TASK INPUT START

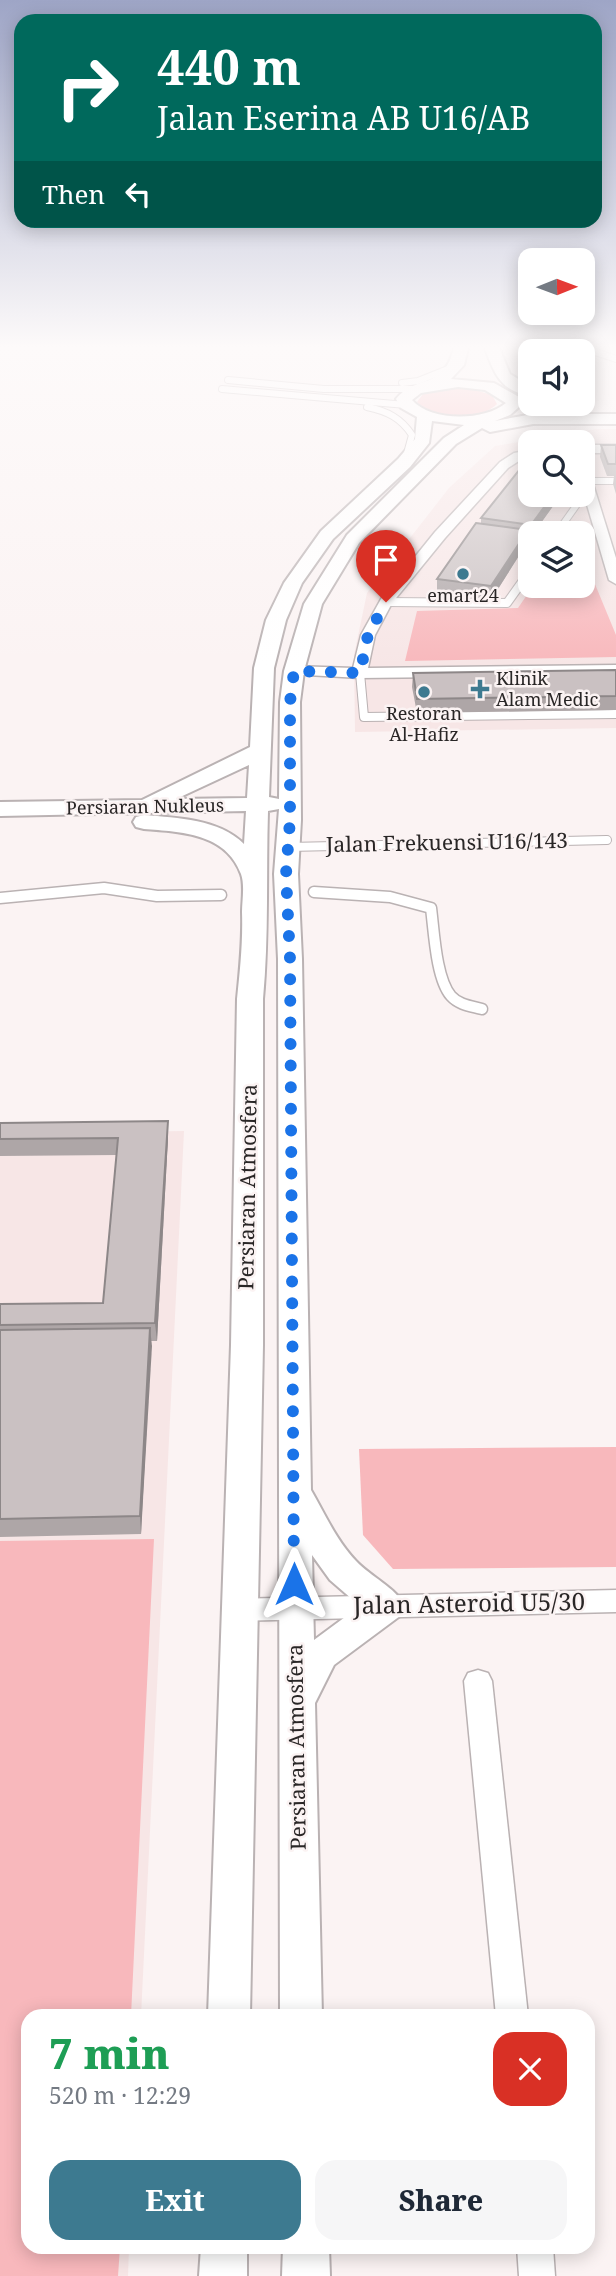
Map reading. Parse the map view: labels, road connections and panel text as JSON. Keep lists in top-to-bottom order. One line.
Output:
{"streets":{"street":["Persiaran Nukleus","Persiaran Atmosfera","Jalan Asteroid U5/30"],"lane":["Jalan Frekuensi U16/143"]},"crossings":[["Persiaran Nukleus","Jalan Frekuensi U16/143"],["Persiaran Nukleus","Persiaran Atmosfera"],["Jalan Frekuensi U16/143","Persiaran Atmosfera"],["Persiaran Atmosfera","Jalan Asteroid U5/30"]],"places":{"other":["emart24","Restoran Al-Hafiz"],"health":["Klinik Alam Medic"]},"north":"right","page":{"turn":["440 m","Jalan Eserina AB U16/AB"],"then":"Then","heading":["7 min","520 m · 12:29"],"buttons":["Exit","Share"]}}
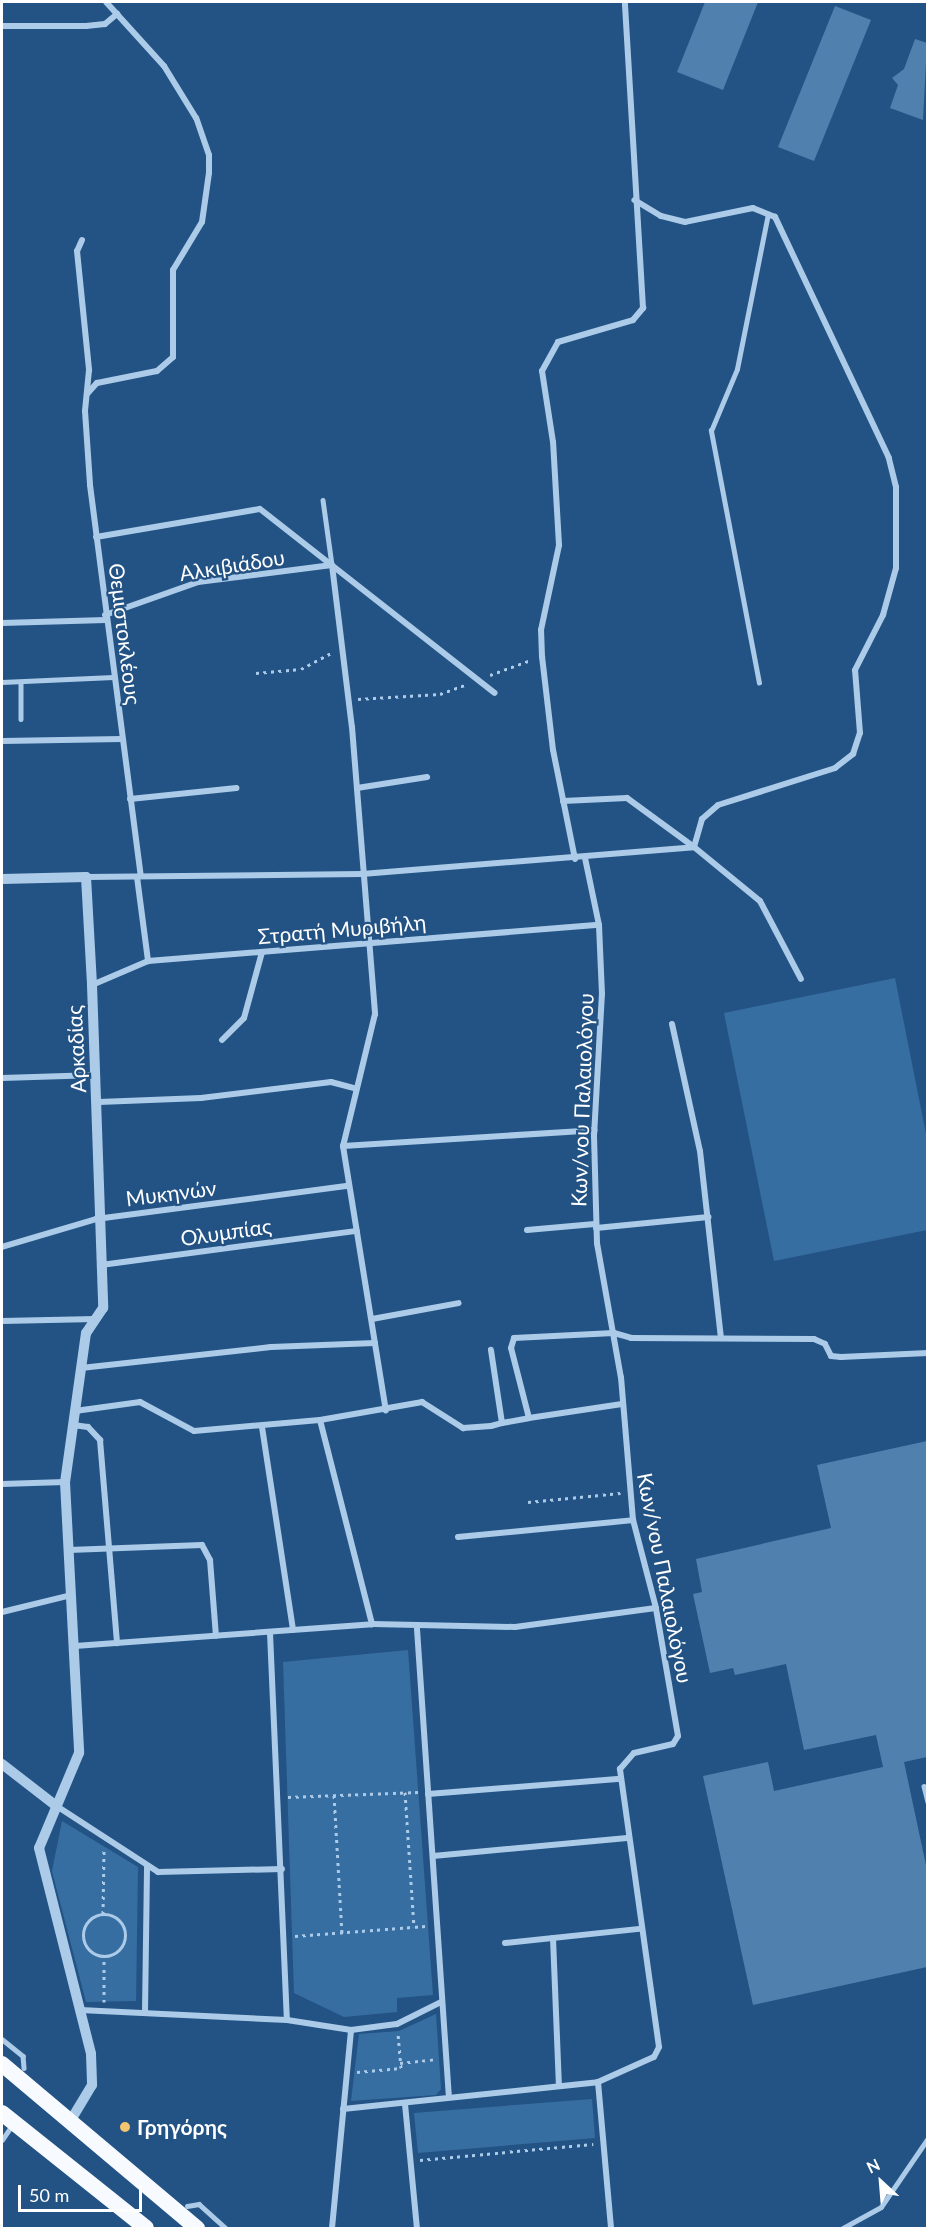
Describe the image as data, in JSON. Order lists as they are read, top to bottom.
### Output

TASK INPUT END
TASK INPUT START

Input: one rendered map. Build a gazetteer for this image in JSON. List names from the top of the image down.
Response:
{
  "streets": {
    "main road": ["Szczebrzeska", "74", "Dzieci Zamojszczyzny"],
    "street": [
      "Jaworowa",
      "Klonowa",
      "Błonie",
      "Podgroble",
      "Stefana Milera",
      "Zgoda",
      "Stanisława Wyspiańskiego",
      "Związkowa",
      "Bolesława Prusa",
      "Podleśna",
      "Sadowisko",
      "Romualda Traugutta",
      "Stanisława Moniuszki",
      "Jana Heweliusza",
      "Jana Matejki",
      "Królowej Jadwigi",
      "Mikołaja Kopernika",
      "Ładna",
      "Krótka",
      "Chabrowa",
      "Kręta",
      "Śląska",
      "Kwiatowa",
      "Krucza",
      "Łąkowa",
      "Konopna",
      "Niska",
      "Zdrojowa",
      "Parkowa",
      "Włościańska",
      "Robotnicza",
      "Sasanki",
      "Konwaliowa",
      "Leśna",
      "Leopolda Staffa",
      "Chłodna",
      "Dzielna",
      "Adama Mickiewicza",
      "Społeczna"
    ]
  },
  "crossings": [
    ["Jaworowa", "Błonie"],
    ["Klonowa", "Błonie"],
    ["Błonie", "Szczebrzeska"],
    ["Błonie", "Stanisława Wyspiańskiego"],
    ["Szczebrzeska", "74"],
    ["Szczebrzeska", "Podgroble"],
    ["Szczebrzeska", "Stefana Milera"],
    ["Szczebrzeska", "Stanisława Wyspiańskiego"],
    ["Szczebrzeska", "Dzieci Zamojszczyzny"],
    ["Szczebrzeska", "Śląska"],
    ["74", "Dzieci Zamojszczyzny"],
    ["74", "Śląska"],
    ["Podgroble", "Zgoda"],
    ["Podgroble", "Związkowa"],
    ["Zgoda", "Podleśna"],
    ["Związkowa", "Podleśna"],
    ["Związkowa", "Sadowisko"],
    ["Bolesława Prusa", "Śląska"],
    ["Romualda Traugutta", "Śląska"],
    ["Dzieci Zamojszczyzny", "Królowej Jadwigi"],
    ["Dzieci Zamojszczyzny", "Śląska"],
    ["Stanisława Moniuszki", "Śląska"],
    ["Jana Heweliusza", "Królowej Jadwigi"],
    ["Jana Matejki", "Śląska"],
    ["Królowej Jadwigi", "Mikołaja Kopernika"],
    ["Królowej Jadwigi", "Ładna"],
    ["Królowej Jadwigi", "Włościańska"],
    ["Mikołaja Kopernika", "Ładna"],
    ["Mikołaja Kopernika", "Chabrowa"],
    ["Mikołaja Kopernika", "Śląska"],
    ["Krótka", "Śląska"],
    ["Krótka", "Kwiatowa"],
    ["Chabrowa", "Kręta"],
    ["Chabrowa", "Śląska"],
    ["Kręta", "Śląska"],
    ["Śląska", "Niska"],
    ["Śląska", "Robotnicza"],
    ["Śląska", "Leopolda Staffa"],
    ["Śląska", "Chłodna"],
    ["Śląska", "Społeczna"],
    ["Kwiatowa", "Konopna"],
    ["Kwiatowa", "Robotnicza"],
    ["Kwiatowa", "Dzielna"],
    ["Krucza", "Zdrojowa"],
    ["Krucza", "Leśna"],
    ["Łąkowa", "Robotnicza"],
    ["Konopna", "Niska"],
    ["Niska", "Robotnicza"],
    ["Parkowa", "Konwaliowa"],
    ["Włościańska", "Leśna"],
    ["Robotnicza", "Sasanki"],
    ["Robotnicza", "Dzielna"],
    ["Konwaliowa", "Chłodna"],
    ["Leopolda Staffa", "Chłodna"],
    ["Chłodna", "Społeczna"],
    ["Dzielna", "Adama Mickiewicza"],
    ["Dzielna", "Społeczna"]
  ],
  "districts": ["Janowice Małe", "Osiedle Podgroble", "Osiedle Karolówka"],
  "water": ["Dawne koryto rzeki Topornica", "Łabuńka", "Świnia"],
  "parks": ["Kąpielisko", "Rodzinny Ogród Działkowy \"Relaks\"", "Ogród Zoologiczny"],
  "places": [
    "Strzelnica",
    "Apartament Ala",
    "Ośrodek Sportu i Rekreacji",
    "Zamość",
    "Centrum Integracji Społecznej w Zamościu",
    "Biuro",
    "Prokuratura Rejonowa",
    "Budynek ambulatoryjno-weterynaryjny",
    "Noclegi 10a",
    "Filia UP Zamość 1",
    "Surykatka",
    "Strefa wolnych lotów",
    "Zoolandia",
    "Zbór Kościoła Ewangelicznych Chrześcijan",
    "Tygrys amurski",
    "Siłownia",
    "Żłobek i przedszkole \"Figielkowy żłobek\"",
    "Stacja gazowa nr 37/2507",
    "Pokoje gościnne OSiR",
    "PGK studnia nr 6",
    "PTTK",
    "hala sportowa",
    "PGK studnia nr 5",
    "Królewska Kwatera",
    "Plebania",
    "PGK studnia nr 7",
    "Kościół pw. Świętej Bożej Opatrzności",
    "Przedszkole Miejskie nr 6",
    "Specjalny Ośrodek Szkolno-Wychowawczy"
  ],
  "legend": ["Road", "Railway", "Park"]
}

TASK INPUT END

▶ [WHAT TO PRODUCE] Match on "image": copy every line in the records that has it.

▶ [WRITTEN RESPONSE]
Describe the image as data, in JSON. Order lists as they are read, top to bottom.
Input: one rendered map. Build a gazetteer for this image in JSON. List names from the top of the image down.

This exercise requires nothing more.